* Work request: The line containing "0 3.5px,transparent 0" marks the end: restate word for word every line from the first line of the entries below through that one.

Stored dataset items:
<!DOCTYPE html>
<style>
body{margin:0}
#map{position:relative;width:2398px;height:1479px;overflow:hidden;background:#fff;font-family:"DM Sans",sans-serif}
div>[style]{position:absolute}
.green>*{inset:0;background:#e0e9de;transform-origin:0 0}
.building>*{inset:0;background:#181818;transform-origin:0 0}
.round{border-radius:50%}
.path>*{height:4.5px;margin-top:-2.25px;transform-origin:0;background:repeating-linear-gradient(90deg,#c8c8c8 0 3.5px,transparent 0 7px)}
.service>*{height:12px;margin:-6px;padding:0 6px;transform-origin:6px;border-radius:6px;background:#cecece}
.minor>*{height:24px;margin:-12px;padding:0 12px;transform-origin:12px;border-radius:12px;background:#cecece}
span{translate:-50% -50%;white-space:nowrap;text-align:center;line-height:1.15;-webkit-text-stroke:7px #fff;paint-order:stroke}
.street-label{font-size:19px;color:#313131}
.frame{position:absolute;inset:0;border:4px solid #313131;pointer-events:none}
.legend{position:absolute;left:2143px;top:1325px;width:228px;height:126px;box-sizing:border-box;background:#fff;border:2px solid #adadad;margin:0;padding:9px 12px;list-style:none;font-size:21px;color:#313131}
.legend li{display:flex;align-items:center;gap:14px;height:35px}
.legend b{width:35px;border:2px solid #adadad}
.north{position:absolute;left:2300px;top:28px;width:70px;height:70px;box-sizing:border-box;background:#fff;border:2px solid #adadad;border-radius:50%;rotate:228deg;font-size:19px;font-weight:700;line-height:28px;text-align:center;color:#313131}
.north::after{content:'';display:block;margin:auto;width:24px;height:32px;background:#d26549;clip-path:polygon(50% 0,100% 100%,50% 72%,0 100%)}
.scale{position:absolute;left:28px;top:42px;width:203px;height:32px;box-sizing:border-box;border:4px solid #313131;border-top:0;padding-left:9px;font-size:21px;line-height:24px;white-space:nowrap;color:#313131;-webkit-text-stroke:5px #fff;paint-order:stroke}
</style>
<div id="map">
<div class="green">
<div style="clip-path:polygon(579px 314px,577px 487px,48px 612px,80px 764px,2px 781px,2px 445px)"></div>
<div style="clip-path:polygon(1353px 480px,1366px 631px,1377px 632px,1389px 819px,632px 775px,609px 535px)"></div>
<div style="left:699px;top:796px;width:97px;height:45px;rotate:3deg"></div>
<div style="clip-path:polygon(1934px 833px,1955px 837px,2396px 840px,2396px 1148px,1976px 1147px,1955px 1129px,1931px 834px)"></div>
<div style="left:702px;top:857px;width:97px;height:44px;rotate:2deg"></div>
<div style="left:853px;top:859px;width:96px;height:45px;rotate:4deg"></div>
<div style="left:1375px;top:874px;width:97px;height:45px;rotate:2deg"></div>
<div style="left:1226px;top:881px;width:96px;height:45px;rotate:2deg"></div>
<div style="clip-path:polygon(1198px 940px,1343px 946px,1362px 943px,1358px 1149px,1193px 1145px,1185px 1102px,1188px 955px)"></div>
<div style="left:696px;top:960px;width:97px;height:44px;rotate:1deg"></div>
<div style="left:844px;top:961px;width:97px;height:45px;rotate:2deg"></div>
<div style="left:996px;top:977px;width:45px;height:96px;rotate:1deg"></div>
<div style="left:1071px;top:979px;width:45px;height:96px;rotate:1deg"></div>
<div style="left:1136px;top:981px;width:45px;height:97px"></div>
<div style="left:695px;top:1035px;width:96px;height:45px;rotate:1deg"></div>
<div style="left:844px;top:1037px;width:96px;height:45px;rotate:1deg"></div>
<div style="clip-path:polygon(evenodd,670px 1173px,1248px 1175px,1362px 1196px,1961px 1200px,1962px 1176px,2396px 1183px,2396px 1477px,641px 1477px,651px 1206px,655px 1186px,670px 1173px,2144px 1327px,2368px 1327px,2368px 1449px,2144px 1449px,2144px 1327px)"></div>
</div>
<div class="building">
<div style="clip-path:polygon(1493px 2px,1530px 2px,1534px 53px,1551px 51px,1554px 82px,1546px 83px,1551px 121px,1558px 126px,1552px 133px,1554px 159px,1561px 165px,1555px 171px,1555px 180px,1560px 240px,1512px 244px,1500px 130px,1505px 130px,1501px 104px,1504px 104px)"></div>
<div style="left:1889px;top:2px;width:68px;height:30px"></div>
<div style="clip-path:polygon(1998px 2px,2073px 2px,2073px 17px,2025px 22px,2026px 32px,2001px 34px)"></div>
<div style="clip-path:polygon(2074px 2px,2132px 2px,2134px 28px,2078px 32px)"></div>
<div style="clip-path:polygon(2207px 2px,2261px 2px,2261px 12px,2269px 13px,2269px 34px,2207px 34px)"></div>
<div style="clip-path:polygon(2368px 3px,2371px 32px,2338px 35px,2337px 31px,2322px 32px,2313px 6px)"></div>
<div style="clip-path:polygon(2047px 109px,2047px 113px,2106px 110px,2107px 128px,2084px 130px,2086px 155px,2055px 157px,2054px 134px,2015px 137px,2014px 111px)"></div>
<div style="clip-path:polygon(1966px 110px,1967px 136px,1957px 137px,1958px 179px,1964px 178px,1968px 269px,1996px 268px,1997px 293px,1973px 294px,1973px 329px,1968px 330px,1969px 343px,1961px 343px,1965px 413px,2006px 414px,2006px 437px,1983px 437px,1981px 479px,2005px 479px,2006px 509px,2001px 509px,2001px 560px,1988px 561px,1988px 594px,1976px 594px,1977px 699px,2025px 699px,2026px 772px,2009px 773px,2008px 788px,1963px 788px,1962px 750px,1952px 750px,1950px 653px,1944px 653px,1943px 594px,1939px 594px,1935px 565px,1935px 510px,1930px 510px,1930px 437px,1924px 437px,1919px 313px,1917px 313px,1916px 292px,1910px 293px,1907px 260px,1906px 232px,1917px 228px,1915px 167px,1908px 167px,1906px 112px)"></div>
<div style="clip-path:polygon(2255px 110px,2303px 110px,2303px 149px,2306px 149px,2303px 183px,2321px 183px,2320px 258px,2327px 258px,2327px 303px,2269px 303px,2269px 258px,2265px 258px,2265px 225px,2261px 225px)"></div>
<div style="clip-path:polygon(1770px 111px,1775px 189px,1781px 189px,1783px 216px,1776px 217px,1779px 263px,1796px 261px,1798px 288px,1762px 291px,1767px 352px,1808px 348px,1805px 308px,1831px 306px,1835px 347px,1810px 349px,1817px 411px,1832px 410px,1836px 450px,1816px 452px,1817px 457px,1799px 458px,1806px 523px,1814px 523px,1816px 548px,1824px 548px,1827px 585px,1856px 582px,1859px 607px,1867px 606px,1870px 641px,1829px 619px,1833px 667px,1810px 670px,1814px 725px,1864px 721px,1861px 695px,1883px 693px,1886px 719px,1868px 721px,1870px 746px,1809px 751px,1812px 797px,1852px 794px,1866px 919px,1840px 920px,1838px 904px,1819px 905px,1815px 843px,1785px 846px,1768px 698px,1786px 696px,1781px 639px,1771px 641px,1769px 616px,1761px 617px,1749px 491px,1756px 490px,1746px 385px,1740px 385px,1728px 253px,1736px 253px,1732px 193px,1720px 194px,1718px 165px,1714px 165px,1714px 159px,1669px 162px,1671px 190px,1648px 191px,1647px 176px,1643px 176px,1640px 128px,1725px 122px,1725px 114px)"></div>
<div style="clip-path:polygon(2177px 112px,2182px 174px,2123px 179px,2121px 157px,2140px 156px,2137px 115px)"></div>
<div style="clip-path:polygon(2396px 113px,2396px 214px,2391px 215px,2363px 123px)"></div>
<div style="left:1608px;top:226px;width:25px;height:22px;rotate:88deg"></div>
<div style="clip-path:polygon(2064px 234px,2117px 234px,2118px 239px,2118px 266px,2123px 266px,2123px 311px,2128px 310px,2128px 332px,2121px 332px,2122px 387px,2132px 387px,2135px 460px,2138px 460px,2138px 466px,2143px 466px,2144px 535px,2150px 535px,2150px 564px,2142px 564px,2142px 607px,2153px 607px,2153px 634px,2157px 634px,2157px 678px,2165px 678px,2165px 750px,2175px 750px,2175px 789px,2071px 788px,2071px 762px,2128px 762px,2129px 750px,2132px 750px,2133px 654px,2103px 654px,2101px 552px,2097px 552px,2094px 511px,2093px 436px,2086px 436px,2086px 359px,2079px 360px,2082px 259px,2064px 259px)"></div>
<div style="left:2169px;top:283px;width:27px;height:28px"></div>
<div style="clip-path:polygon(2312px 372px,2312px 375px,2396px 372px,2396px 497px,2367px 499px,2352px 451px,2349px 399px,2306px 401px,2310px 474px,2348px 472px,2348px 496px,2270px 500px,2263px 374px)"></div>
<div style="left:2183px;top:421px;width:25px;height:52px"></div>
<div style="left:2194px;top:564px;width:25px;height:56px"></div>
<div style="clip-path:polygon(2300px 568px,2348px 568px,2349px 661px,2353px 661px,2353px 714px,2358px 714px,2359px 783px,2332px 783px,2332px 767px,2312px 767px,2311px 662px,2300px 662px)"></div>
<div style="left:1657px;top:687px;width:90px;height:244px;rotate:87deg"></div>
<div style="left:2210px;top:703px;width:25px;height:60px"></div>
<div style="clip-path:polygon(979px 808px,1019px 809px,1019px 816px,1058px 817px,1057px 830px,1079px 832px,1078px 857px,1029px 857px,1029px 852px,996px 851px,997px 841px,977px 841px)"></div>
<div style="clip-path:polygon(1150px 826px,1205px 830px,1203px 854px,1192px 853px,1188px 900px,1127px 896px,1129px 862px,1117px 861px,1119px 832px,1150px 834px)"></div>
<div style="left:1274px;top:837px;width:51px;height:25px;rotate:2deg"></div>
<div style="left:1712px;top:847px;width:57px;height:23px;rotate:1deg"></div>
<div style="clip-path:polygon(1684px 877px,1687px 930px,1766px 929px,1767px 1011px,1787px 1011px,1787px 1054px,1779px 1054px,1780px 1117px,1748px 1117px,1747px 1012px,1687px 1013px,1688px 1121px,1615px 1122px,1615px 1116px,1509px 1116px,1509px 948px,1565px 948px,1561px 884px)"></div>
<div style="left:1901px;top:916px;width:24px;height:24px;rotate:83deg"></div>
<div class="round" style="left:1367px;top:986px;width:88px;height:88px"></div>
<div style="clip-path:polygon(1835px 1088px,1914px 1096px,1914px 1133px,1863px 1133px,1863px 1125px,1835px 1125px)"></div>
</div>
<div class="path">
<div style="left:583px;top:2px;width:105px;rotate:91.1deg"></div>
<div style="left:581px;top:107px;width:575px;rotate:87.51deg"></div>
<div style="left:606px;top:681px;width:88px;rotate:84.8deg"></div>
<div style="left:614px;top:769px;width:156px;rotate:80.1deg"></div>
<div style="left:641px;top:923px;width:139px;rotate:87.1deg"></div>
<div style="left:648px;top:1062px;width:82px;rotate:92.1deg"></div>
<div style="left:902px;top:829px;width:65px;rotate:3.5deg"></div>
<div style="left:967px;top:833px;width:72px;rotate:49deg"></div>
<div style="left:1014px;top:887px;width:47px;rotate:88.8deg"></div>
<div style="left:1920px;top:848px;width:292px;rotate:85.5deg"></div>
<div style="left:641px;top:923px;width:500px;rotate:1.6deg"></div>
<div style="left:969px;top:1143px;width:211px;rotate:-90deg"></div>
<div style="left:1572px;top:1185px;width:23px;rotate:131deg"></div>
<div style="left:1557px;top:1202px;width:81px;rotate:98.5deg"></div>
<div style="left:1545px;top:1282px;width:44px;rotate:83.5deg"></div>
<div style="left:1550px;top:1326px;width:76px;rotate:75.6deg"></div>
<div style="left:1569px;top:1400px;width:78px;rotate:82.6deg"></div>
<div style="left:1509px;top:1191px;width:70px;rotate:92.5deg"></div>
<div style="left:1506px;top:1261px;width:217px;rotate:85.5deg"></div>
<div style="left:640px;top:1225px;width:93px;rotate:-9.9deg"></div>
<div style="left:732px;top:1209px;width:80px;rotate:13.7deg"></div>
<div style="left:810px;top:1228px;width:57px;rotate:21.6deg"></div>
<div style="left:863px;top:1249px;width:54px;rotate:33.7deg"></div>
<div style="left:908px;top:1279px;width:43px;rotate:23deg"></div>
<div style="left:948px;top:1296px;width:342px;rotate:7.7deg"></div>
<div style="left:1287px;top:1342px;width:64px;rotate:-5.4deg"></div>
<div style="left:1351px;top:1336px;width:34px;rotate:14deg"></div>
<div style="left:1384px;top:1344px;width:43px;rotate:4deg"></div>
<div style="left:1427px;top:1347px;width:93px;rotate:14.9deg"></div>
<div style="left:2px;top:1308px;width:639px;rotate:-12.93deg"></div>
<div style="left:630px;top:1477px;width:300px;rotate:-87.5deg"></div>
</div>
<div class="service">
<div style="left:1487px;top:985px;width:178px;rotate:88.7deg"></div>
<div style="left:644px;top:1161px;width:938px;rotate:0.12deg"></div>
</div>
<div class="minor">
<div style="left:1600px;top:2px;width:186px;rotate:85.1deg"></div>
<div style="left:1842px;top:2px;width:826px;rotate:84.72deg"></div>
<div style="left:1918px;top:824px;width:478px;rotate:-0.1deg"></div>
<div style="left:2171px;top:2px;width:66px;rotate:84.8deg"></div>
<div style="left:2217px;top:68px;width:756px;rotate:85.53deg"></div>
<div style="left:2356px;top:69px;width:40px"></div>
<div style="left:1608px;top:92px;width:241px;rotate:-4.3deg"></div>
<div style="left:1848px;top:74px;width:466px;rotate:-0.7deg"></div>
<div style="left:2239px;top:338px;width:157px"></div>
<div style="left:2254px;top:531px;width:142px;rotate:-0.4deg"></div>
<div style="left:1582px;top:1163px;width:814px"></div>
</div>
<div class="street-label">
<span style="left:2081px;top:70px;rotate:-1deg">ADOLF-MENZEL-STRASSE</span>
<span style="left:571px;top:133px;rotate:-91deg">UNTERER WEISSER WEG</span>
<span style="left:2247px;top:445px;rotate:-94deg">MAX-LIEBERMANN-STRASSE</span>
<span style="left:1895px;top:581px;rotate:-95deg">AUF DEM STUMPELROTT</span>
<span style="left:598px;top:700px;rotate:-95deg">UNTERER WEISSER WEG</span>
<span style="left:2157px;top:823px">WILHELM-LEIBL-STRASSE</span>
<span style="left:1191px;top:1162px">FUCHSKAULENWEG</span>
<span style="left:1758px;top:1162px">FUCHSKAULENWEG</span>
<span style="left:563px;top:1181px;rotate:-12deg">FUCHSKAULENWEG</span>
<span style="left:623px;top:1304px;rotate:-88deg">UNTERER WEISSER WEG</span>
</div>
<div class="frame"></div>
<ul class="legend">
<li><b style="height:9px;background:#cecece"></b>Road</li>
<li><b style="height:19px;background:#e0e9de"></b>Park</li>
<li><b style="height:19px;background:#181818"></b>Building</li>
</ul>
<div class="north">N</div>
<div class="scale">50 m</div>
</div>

* Output of the task:
<!DOCTYPE html>
<style>
body{margin:0}
#map{position:relative;width:2398px;height:1479px;overflow:hidden;background:#fff;font-family:"DM Sans",sans-serif}
div>[style]{position:absolute}
.green>*{inset:0;background:#e0e9de;transform-origin:0 0}
.building>*{inset:0;background:#181818;transform-origin:0 0}
.round{border-radius:50%}
.path>*{height:4.5px;margin-top:-2.25px;transform-origin:0;background:repeating-linear-gradient(90deg,#c8c8c8 0 3.5px,transparent 0 7px)}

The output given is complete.